**EXTRACTED MATERIAL:**
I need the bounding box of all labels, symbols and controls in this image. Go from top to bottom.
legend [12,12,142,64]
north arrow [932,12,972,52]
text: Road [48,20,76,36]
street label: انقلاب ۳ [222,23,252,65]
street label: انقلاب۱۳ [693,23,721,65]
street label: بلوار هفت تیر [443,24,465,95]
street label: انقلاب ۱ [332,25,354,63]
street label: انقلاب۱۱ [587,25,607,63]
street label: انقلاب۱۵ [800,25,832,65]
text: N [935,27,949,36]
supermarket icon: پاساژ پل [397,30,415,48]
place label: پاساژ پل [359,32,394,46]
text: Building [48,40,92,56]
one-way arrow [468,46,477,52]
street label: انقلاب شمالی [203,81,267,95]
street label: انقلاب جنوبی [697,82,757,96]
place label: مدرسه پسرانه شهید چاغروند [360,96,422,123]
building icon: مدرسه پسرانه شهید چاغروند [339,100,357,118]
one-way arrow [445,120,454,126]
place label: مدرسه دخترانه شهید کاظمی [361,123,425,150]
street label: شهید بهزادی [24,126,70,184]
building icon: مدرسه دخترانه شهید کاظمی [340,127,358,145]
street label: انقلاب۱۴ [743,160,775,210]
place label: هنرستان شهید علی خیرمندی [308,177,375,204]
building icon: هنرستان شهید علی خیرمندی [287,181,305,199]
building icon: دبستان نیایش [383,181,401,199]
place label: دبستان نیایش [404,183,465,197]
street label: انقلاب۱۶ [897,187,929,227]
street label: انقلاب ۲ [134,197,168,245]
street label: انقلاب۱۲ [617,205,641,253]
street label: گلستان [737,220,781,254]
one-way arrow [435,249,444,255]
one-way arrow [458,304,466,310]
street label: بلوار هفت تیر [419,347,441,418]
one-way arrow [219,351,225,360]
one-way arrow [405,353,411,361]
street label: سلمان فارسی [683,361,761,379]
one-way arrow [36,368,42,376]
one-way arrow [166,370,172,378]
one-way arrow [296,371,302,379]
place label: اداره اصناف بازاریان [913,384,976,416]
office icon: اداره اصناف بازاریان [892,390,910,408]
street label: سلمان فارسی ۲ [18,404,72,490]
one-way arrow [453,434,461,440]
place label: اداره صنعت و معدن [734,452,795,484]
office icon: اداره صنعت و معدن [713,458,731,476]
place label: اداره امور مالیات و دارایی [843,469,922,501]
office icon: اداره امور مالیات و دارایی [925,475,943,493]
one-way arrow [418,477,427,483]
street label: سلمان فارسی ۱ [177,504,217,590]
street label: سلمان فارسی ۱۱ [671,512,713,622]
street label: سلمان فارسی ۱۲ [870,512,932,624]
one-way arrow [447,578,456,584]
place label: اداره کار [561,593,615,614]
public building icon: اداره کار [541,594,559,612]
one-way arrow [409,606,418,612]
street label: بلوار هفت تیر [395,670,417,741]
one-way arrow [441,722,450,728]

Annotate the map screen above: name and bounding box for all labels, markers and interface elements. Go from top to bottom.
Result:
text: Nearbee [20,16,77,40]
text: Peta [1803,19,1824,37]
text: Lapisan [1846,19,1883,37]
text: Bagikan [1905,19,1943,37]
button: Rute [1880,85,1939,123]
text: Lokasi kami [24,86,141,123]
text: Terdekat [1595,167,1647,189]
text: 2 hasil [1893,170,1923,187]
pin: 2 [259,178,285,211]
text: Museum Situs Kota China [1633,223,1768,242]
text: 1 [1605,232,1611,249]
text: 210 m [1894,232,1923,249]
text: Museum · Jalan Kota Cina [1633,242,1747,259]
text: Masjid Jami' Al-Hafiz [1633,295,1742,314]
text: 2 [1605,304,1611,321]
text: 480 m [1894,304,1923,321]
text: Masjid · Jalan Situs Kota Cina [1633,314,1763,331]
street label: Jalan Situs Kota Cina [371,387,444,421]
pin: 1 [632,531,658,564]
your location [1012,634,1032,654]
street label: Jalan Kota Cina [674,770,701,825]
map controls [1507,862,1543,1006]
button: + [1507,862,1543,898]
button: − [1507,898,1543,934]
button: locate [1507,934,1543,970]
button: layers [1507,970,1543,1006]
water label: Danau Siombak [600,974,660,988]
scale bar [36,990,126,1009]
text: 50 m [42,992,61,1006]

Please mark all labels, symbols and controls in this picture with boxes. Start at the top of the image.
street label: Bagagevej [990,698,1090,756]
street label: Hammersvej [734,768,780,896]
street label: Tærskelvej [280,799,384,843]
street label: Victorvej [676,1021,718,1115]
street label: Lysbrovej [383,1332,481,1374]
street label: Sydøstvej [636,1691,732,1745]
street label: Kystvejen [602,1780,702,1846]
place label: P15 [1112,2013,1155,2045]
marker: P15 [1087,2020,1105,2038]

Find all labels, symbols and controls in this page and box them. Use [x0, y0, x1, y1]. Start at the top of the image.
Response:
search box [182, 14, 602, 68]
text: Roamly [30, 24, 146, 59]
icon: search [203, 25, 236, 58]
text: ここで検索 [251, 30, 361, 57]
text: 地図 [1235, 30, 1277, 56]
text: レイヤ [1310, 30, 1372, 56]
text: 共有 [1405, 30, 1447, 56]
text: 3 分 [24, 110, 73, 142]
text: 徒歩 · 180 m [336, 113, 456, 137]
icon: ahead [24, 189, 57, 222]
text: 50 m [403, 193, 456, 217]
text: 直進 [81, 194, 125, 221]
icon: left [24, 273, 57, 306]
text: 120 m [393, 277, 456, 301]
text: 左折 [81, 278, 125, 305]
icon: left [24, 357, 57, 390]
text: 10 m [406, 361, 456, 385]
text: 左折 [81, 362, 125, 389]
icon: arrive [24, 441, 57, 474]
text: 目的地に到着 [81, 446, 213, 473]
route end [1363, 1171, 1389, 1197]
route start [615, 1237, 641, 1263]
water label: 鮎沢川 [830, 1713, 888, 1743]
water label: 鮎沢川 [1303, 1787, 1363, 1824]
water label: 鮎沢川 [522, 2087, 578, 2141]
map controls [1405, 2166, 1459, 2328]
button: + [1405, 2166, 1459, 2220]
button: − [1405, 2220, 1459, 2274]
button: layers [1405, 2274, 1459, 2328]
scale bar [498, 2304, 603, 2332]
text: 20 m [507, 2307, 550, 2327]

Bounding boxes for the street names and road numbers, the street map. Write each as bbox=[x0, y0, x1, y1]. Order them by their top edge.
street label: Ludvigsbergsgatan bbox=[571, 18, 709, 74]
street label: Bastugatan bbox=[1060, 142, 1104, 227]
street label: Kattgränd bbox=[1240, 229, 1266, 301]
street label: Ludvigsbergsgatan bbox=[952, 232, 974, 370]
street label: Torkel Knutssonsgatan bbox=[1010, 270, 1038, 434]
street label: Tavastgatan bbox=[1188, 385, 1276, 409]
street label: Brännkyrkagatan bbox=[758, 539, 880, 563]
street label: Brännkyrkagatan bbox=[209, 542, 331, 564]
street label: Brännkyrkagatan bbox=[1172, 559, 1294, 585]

**AIM OF THE EXERCISE:** Where a line of the records includes "image", copy it.

**WRITTEN ANSWER:**
I need the bounding box of all labels, symbols and controls in this image. Go from top to bottom.
Please mark all labels, symbols and controls in this picture with boxes. Start at the top of the image.
Find all labels, symbols and controls in this page and box them. Use [x0, y0, x1, y1]. Start at the top of the image.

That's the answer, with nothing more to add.